* [Dataset excerpts]:
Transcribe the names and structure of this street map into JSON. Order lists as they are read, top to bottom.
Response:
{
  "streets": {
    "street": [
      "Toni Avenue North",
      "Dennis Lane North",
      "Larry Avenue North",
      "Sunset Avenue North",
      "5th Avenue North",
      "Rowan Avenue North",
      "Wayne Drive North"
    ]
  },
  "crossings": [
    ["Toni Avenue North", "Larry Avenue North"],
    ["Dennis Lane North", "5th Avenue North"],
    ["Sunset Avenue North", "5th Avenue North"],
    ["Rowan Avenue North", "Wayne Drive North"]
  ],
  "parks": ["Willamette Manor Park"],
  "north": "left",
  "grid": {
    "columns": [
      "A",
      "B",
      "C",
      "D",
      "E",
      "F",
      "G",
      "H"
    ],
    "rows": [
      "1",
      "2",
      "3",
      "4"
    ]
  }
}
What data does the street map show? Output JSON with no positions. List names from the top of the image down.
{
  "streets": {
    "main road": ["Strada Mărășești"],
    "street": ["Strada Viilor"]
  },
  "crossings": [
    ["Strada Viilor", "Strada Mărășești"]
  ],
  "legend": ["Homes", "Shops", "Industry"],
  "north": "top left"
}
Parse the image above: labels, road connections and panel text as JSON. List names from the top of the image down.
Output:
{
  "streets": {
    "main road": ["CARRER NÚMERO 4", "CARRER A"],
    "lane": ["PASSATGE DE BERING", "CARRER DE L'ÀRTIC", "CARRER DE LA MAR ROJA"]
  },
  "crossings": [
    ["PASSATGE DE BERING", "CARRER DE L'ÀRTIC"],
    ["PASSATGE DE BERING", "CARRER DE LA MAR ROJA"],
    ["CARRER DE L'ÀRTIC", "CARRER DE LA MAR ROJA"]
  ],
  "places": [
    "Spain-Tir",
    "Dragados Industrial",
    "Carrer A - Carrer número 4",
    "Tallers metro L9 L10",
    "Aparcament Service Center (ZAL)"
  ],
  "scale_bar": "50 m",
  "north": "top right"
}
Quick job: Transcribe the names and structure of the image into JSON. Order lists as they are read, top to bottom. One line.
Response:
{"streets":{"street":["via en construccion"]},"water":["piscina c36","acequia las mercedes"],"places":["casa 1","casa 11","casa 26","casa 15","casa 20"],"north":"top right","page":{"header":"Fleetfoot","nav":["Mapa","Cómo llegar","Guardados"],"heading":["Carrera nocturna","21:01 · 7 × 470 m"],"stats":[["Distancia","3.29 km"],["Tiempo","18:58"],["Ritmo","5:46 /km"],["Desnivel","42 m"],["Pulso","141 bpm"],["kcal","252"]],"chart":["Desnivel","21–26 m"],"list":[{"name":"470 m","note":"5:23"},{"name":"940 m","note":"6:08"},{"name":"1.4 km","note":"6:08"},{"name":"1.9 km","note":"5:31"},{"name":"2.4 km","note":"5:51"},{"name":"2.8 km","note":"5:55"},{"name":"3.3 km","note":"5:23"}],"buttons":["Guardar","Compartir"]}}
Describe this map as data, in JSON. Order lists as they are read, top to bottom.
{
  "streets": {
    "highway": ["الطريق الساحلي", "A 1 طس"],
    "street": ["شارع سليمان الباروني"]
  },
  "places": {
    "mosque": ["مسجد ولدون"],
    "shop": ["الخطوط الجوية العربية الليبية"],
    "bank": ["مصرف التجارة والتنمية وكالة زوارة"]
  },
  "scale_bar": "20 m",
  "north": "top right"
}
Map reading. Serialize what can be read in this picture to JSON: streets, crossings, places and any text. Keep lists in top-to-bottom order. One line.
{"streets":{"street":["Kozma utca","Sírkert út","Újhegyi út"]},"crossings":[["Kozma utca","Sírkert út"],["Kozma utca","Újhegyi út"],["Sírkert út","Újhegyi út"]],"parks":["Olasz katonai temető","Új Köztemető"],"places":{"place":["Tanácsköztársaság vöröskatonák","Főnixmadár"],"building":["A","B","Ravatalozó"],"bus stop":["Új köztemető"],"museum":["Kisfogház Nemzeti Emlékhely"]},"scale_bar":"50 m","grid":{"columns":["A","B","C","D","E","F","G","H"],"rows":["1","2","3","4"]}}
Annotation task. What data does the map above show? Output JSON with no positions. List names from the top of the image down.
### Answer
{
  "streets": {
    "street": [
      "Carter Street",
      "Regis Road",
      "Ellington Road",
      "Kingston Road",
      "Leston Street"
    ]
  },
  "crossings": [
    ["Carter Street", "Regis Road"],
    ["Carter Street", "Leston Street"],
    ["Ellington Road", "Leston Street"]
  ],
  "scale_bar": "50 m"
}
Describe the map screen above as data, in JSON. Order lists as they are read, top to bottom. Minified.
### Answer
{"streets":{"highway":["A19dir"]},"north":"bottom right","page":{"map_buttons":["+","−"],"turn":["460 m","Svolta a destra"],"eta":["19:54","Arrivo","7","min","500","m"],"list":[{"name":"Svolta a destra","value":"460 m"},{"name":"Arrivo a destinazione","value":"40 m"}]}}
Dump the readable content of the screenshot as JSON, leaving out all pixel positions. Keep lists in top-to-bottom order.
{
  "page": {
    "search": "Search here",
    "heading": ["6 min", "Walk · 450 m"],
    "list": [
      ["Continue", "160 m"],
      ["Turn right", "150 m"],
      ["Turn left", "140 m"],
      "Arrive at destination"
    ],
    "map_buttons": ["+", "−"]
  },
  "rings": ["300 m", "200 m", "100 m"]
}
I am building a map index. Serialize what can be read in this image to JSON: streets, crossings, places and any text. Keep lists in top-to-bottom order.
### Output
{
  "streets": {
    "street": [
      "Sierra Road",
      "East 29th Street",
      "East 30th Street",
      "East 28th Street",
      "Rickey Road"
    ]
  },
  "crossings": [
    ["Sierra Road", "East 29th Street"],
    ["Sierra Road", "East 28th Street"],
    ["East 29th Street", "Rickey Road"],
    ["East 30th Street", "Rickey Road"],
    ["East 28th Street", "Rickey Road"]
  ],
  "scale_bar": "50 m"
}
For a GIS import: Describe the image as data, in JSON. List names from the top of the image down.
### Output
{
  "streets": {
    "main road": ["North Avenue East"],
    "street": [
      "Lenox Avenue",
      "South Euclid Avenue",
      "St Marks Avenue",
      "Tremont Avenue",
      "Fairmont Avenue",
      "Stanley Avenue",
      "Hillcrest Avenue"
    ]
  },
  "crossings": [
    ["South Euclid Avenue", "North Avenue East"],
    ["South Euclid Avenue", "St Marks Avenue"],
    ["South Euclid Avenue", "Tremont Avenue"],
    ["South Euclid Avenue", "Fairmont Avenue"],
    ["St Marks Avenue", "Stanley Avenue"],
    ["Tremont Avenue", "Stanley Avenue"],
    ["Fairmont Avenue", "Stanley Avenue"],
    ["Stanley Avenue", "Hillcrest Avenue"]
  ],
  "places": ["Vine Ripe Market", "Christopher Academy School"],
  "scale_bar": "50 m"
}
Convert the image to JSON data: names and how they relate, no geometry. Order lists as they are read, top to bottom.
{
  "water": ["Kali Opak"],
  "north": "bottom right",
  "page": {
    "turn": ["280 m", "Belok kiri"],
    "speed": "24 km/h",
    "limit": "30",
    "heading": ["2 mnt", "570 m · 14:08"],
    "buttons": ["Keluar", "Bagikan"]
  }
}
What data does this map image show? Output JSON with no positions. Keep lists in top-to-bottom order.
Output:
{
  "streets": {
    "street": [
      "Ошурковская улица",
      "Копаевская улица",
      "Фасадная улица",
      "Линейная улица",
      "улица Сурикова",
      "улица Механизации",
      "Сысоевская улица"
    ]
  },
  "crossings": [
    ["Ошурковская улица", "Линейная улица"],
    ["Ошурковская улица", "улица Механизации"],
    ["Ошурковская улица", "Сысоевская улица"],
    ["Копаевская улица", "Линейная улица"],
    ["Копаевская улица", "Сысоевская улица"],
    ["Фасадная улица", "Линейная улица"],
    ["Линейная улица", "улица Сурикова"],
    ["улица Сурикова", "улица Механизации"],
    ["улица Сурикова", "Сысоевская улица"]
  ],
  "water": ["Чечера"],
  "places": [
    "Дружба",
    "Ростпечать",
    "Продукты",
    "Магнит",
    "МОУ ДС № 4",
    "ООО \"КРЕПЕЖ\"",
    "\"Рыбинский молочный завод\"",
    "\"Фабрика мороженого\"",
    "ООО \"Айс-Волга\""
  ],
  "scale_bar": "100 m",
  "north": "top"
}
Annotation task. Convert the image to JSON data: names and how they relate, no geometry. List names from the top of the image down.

* [About this exercise]: Once you find the line containing "Parse the image", stop: reproduce exactly that line and every line of the data before it, and nothing else.

* [Your solution]:
Transcribe the names and structure of this street map into JSON. Order lists as they are read, top to bottom.
Response:
{
  "streets": {
    "street": [
      "Toni Avenue North",
      "Dennis Lane North",
      "Larry Avenue North",
      "Sunset Avenue North",
      "5th Avenue North",
      "Rowan Avenue North",
      "Wayne Drive North"
    ]
  },
  "crossings": [
    ["Toni Avenue North", "Larry Avenue North"],
    ["Dennis Lane North", "5th Avenue North"],
    ["Sunset Avenue North", "5th Avenue North"],
    ["Rowan Avenue North", "Wayne Drive North"]
  ],
  "parks": ["Willamette Manor Park"],
  "north": "left",
  "grid": {
    "columns": [
      "A",
      "B",
      "C",
      "D",
      "E",
      "F",
      "G",
      "H"
    ],
    "rows": [
      "1",
      "2",
      "3",
      "4"
    ]
  }
}
What data does the street map show? Output JSON with no positions. List names from the top of the image down.
{
  "streets": {
    "main road": ["Strada Mărășești"],
    "street": ["Strada Viilor"]
  },
  "crossings": [
    ["Strada Viilor", "Strada Mărășești"]
  ],
  "legend": ["Homes", "Shops", "Industry"],
  "north": "top left"
}
Parse the image above: labels, road connections and panel text as JSON. List names from the top of the image down.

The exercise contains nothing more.